We immediately learned to resource industry friends with potential contract and to follow-up on each of them. While one lead may not yield an agent or manager, it could lead you to another path that does get results; this is a process within a process.

Without a doubt, coming here with an agent and manager will get you out of the gate much quicker. Arriving here without representation is tricky, and when you arrive you must remember that finding representation should be your number one goal, before you even worry about auditioning and booking roles.

In our many conversations with parents, we have found that a great headshot, a resume and a professional reel are all key.

There is, however, no easier way in than an industry referral. When you combine that with a great headshot, a proper resume and an awesome reel, you're more likely to seal the deal.

You may be saying, "well if I don't have representation and my focus isn't on roles, but rather finding representation, then how would my child have a great resume and reel?"

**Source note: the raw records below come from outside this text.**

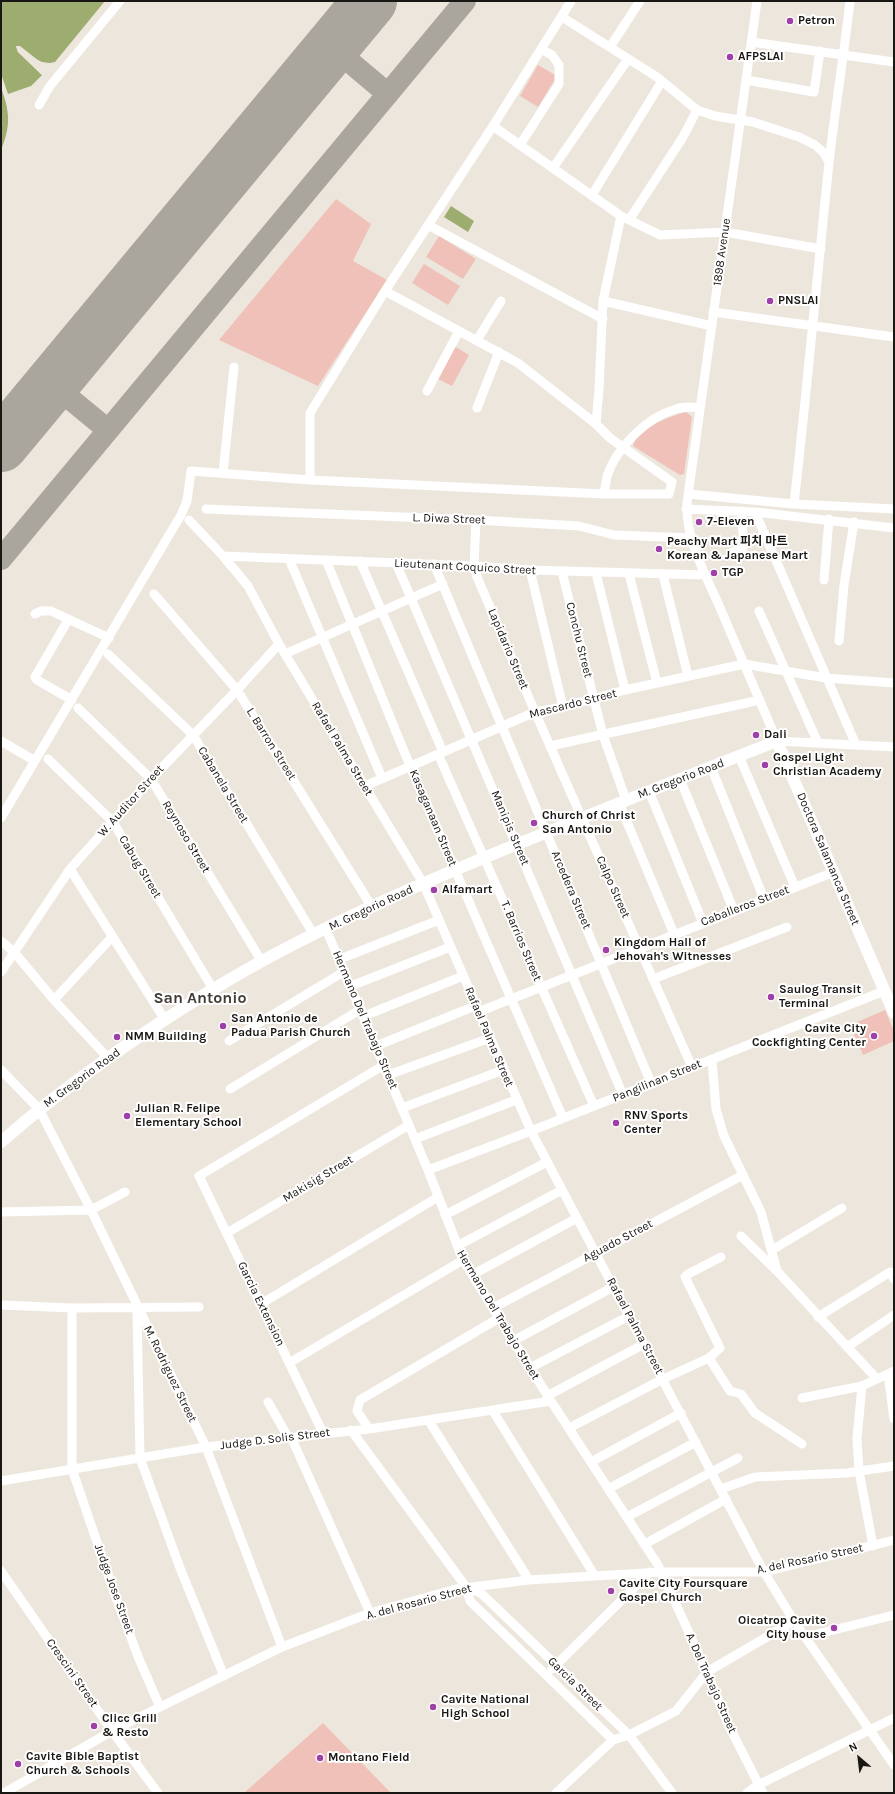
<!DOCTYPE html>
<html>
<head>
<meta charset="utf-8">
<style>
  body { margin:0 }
  #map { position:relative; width:895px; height:1794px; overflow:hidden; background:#ede6dc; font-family:Karla,sans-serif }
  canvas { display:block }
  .frame { position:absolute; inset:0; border:2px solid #191713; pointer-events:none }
  .north { position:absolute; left:839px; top:1738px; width:40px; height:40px; -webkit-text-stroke:3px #fff; paint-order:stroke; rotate:332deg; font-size:11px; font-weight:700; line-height:16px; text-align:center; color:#191713 }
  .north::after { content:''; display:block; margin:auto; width:14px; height:18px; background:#191713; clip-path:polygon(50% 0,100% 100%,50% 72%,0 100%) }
</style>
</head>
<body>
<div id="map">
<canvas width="895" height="1794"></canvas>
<div class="frame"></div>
<div class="north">N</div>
</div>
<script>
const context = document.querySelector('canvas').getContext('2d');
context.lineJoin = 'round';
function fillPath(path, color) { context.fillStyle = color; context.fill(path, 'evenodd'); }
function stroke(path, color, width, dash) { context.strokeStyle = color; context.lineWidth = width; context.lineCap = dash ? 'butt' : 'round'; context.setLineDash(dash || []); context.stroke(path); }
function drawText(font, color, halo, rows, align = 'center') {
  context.font = font + ' Karla,"Noto Sans KR",sans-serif'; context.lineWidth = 4; context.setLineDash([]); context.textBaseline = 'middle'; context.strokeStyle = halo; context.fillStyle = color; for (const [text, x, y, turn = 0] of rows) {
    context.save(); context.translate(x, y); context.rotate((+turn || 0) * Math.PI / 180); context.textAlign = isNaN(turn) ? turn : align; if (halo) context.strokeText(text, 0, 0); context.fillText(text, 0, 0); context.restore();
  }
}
fillPath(new Path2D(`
  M538,65l19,11 -19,31 -18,-11z
  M336,199l35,25 -18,37 34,19 -69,106 -99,-46z
  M439,236l37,23 -13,20 -37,-22z
  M424,264l36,22 -12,19 -36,-22z
  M454,346l15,9 -17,31 -16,-8z
  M686,412l6,5 -8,57 -4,1 -47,-29c5,-19 37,-29 53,-34z
  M885,1010l9,21v10l-31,14 -13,-30z
  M323,1723l68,70h-147z`), '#efc1b8');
fillPath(new Path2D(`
  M1,1h104l-50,61c-15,6 -25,-11 -39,-16l2,6 24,23 -11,11 -23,8 -7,-20z
  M1,87c9,25 10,38 0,63z
  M451,206l23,15 -6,11 -24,-15z`), '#9dac6f');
fillPath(new Path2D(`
  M16,46h4l20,16 10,1 5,-1 -5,3 -10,-1 -22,-16 26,26 -1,2 -25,-24z
  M1,74l7,22 -2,-2 5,20v7l-2,2 -2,-18 -6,-18v-2h1z`), '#ede6dc');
stroke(new Path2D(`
  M332,47l56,47
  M52,384l56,46
  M1,559l464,-558`), '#aaa59d', 22);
stroke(new Path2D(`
  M1,445l369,-444`), '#aaa59d', 54);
stroke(new Path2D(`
  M757,1l-70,502c-2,37 20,74 34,107 18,43 37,87 56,131l117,6
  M562,17l95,60 40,33 18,6 38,6 46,15 16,8 9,8 5,9
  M751,42l143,20
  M610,47l30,-46
  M746,80l68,12 6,-41
  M39,105l11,-19 70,-85
  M493,126l128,90 39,19 65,-3 96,17
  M520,145l39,-61v-19l-7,-10 -11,-6
  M553,168l75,-109
  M592,195l70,-114
  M629,220l54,-83 14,-27
  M428,225l175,94
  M603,301l109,25
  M713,312l181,25
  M477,340l24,-39
  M427,391l32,-60
  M477,408l22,-56
  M596,424l3,-35 4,-88 18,-85
  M223,473l11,-106
  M310,480v-67l75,-122 108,-165 78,-125
  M604,494c1,-6 2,-12 3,-18 10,-29 40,-59 69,-67 8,-3 16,-2 24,-1
  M688,494l106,10 100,5
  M794,504c13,-114 23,-227 35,-341 6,-54 15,-108 21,-162
  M206,509l270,11 103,6 35,9 77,3
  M686,509l69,3 139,16
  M755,512l101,233
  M189,520l34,36 25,30 31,58 144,239 108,248 233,441 30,49 100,144
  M476,520l-2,46 3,11 58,135 157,355
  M733,552l10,-4 1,-3 -3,-34
  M223,556l251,10 56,4 176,5
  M289,559l93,219
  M326,560l84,206 153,352
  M360,561l83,191
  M396,563l227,532
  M434,564l217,519
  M530,570l33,137
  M562,572l41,163 23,65
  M596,573l29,117
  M629,574l28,109
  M663,575l25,101
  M824,580l5,-61
  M154,594l83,96 135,217
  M759,611l59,132
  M35,614l6,-3h10l58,27
  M68,620l-33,57 2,3 35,20
  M839,641l5,-56 10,-63
  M108,654l85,81 121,200
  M285,654l158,-70
  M78,708l73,71 111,183
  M1,741l34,20
  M550,746l210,-46
  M438,754c53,117 103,235 156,352
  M739,756l56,131
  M48,759l65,63 100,167
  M711,767l53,132
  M680,779l54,132
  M365,786l170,-74 28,-5 62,-17 119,-26 82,14 68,5
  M649,791l54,132
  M619,803l55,131
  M1,818l180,-303 6,-14 4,-30 119,9 294,14h65l3,-12 -62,-44 -14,-14 -78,-61 -133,-72
  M70,869l95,151
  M326,929l102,241 35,90 88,141 107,164 49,107 21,52 35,69
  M1,941l13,11 40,48 54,58
  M340,959l99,-39
  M1,972l69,-103 81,-90 86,-89 42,-46
  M653,979l134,-52
  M351,986l99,-39
  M54,1000l58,-63
  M478,1012l356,-140
  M364,1016l99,-40
  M229,1041l116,-70
  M376,1046l99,-40
  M712,1059l4,50 8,27 37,76 16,59
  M1,1070l38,39 52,101 115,237 76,200
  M388,1075l102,-37
  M230,1089l131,-80
  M402,1108l101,-38
  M415,1139l101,-39
  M428,1170l103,-39 353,-140
  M1,1212l90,-2 34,-18
  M445,1215l102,-53
  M227,1233l182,-108
  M741,1236l36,35 100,108
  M457,1246l105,-56
  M772,1250l70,-42
  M472,1275l105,-57
  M261,1304l177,-107
  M1,1305l71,3 127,-1
  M72,1308v161l42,123 25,67 21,48
  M493,1308l250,-133
  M137,1311l3,147 40,110 44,108
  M818,1317l72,-45 4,7
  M513,1341l100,-54
  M847,1347l47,-32
  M709,1358l11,-10 -35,-71 3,-3 33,-17
  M289,1363l174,-103
  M530,1368l99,-52
  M888,1374l6,45
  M862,1386l-5,52 2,33 14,75
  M547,1396l97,-52
  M802,1398l60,-12 32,-15
  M268,1402l20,35
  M493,1411l102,165
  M429,1421l100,159
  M569,1428l94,-49 46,-21 21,33 11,3 14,19 47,31
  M369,1429l-12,-18 3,-11 139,-82
  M351,1430l115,157 4,14 143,139
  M323,1433l-124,-257 185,-111
  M291,1437l79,176
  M591,1462l90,-49
  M1,1481l205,-34 163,-18 182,-28
  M608,1489l88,-47
  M721,1489l34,-12 92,-4 47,-7
  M627,1517l111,-59
  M645,1544l81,-45
  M1,1571l111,160 46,62
  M466,1587l16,7 147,141 43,58
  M805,1637l89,-22
  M552,1669l98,-97
  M4,1793l108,-62 48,-24 122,-60 88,-34 86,-24 73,-9 131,-8h104l130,-32
  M556,1793l57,-53 16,-5 47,-24 31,-39 87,-51
  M747,1793l11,-8 136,-67`), '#fff', 9);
stroke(new Path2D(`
  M1,1142c65,-57 137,-107 211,-152 90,-55 189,-98 286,-138 93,-38 186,-75 279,-111l117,272`), '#fff', 12);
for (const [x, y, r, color] of [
  [790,21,4,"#9f40a8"],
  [730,57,4,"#9f40a8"],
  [770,301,4,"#9f40a8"],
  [699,522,4,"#9f40a8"],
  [659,549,4,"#9f40a8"],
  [714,573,4,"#9f40a8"],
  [756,735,4,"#9f40a8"],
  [765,765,4,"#9f40a8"],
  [534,823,4,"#9f40a8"],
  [434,890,4,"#9f40a8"],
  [606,950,4,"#9f40a8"],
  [771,997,4,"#9f40a8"],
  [223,1026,4,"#9f40a8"],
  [874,1036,4,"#9f40a8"],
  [117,1037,4,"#9f40a8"],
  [127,1116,4,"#9f40a8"],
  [616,1123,4,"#9f40a8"],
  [611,1591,4,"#9f40a8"],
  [834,1628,4,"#9f40a8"],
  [433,1707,4,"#9f40a8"],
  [94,1726,4,"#9f40a8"],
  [320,1758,4,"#9f40a8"],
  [18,1764,4,"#9f40a8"]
]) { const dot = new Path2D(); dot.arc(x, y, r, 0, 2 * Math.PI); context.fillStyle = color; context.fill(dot); stroke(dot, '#fff', 1.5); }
drawText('bold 12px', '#191713', '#fff', [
  ["Petron",798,21],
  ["AFPSLAI",738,57],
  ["PNSLAI",778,301],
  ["7-Eleven",707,522],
  ["Peachy Mart 피치 마트",667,542],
  ["Korean & Japanese Mart",667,556],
  ["TGP",722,573],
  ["Dali",764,735],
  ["Gospel Light",773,758],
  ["Christian Academy",773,772],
  ["Church of Christ",542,816],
  ["San Antonio",542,830],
  ["Alfamart",442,890],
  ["Kingdom Hall of",614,943],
  ["Jehovah's Witnesses",614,957],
  ["Saulog Transit",779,990],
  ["Terminal",779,1004],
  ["San Antonio de",231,1019],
  ["Padua Parish Church",231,1033],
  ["Cavite City",866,1029,"right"],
  ["Cockfighting Center",866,1043,"right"],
  ["NMM Building",125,1037],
  ["Julian R. Felipe",135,1109],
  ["Elementary School",135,1123],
  ["RNV Sports",624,1116],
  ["Center",624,1130],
  ["Cavite City Foursquare",619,1584],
  ["Gospel Church",619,1598],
  ["Oicatrop Cavite",826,1621,"right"],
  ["City house",826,1635,"right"],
  ["Cavite National",441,1700],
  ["High School",441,1714],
  ["Clicc Grill",102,1719],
  ["& Resto",102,1733],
  ["Cavite Bible Baptist",26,1757],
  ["Church & Schools",26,1771],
  ["Montano Field",328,1758]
], 'left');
drawText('12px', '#191713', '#fff', [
  ["1898 Avenue",722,252,-82],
  ["L. Diwa Street",449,519,2],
  ["Lieutenant Coquico Street",465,567,3],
  ["Conchu Street",579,640,76],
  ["Lapidario Street",508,649,67],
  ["Mascardo Street",573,704,-14],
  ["L. Barron Street",271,744,58],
  ["Rafael Palma Street",342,749,59],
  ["M. Gregorio Road",681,779,-21],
  ["Cabanela Street",223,785,59],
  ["W. Auditor Street",131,801,-48],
  ["Kasaganaan Street",433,818,67],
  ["Manipis Street",510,828,67],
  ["Reynoso Street",186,837,59],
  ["Doctora Salamanca Street",828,859,67],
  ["Cabug Street",140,867,59],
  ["Calpo Street",613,887,66],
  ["Arcedera Street",571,890,67],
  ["Caballeros Street",745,906,-21],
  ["M. Gregorio Road",371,908,-25],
  ["T. Barrios Street",521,941,67],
  ["Hermano Del Trabajo Street",365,1020,67],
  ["Rafael Palma Street",489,1037,67],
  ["M. Gregorio Road",82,1078,-36],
  ["Pangilinan Street",657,1081,-22],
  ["Makisig Street",318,1179,-31],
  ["Aguado Street",618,1241,-28],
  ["Garcia Extension",261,1304,64],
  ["Hermano Del Trabajo Street",498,1315,59],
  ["Rafael Palma Street",635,1326,62],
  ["M. Rodriguez Street",170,1374,64],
  ["Judge D. Solis Street",275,1439,-7],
  ["A. del Rosario Street",810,1559,-12],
  ["Judge Jose Street",114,1589,70],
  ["A. del Rosario Street",419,1602,-15],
  ["Crescini Street",72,1673,55],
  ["A. Del Trabajo Street",711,1683,66],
  ["Garcia Street",575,1684,44]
]);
drawText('bold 16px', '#423c35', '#fff', [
  ["San Antonio",200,998]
]);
</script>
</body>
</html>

It's that old, "What comes first, the experience or the job,' question. I'd say, the job (ie getting an agent) comes after the experience, but in this case you need to open your mind and expand your horizons for what experience actually is. If your child is in a play, it is experience. If your child is taking classes, it's experience. If your child volunteered to dance at an event or won a beauty pageant, it's experience.

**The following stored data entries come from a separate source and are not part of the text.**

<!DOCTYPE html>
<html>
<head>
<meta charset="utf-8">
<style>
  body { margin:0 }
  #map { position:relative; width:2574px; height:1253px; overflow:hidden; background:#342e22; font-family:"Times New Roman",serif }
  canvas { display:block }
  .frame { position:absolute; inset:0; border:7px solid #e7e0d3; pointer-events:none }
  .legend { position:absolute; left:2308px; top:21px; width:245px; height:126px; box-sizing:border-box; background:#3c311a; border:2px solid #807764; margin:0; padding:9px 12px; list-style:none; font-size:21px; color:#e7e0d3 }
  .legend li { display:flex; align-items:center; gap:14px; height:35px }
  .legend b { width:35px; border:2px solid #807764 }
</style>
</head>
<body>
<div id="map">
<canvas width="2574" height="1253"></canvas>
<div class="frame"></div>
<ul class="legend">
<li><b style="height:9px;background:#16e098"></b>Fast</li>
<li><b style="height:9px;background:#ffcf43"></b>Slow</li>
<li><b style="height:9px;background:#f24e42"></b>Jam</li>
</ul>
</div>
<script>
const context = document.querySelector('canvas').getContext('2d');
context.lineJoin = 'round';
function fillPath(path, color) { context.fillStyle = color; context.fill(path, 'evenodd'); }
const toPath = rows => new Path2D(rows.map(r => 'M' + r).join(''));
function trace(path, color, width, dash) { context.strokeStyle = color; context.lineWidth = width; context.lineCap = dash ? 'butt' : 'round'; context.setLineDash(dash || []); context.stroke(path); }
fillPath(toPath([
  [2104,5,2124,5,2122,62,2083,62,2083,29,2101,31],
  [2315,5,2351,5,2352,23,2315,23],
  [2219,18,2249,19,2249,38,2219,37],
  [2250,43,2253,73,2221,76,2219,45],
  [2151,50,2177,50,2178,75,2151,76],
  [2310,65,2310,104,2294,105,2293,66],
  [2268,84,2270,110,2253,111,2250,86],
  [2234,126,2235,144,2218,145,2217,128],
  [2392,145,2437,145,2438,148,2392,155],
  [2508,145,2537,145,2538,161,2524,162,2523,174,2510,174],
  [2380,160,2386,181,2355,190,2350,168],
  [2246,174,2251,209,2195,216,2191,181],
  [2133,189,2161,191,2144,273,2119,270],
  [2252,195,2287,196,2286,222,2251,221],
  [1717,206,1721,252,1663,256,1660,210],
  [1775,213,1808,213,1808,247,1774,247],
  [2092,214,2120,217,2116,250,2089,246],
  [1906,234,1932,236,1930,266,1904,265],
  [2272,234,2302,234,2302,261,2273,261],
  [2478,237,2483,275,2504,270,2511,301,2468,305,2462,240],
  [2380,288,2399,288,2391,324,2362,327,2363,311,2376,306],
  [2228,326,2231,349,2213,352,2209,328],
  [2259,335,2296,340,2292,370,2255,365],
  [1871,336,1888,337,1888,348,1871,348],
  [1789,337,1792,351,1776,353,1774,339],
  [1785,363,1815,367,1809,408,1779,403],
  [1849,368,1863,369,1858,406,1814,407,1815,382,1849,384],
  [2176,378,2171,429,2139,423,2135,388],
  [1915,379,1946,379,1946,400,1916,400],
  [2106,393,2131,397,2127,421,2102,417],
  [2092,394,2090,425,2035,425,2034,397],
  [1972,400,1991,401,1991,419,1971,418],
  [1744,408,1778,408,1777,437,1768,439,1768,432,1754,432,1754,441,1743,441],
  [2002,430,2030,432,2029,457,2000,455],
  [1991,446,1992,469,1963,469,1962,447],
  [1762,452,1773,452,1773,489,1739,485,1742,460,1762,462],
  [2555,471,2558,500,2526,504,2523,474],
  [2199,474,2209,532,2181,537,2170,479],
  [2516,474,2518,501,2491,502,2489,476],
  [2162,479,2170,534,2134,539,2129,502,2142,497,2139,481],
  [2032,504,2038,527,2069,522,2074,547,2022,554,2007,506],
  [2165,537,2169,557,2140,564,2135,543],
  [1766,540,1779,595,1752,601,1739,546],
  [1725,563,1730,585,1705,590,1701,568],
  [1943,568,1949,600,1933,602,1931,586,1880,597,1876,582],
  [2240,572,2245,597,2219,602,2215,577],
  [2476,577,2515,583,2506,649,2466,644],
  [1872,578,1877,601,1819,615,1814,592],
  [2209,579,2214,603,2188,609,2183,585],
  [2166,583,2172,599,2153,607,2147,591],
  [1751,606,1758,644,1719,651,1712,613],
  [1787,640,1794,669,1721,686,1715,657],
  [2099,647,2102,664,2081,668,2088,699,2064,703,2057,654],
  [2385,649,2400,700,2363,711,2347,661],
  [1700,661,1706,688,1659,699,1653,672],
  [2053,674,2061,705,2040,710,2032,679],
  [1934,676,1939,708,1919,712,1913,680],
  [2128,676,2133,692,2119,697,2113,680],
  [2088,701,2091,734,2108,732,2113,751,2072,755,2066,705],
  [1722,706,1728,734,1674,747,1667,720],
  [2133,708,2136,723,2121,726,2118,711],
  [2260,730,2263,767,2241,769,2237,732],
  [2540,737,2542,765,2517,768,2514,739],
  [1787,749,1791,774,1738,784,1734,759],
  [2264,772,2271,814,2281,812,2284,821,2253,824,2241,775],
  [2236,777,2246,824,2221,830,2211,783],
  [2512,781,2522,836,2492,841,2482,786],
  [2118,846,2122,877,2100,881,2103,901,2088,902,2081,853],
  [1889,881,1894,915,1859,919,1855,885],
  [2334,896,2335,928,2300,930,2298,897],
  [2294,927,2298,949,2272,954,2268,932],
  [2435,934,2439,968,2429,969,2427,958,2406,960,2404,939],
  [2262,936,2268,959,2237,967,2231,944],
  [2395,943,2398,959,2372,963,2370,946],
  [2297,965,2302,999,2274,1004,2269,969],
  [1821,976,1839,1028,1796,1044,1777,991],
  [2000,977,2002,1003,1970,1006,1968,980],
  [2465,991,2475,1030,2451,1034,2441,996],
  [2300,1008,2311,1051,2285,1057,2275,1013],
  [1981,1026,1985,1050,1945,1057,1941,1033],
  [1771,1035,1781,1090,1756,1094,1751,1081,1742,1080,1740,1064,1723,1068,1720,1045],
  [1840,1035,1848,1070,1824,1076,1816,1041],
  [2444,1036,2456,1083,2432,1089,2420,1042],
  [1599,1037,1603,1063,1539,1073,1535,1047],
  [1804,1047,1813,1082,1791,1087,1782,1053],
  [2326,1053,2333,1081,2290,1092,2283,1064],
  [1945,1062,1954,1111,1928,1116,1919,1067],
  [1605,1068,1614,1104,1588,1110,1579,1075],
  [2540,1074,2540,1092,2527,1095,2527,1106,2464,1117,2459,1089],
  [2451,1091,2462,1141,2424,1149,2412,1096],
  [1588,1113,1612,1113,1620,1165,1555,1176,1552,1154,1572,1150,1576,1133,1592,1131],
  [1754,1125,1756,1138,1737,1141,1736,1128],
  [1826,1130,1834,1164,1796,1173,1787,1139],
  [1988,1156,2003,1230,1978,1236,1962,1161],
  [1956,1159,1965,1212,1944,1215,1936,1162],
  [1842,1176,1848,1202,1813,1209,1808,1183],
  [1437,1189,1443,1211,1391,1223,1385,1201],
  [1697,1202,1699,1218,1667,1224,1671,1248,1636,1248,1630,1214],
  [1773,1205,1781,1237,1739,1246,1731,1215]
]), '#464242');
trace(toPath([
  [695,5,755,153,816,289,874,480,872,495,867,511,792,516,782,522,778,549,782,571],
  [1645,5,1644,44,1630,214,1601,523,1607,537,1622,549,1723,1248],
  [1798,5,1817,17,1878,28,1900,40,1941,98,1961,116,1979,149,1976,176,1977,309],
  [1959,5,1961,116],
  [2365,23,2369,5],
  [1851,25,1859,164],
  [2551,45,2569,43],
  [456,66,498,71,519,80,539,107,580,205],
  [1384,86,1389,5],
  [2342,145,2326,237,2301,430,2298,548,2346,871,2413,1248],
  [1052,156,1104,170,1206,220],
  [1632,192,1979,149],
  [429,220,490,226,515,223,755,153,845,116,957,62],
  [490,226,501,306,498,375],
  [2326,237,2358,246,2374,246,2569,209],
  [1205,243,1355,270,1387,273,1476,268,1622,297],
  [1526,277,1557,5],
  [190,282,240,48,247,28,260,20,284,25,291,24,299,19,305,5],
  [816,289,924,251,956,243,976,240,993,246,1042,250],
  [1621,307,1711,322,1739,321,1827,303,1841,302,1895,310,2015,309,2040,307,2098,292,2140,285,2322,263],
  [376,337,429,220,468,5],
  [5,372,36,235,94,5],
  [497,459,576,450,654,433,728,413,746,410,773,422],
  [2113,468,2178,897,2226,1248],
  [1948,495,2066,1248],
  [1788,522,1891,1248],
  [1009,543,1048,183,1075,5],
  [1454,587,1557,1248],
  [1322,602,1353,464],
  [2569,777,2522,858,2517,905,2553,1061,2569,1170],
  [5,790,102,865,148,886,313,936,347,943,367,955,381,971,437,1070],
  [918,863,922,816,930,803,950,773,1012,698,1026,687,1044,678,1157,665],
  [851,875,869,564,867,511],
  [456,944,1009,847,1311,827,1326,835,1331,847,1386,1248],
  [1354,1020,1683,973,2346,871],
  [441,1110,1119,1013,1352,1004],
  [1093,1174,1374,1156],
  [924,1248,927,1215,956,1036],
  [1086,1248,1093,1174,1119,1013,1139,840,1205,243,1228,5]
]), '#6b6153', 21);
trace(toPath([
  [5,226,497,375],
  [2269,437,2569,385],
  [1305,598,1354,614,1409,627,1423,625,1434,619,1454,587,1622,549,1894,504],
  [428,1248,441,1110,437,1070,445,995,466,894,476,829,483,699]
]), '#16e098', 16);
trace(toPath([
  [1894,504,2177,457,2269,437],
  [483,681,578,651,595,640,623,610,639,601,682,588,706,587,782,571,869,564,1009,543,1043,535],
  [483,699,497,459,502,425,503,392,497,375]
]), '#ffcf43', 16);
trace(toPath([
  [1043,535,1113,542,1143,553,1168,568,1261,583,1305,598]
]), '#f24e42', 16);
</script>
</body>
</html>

For the "foot in the door," networking is key. Go to events, meet parents in the industry, sign up for classes - anything to meet people. Be genuine, smile, and make sure your kids are polite!

We have successfully connected friends with agents and managers and are very respectful to both parties in that we qualify each recommendation with great thought and communicate with accuracy and reason.

There are many excellent managers and agencies; the trick is to find a comfortable fit for your family, and that "fit" will work both ways. This is why the agent/manager interviews are also important. Let your child speak when appropriate specifically when questions are asked that he knows how to answer.

Like so many experiences in life, we grow and learn by trial and error. The path of finding the best match for you can be long, educational and often lonely, but it is doable. We never gave up or lowered our expectations. If you want this, we encourage you to do the same.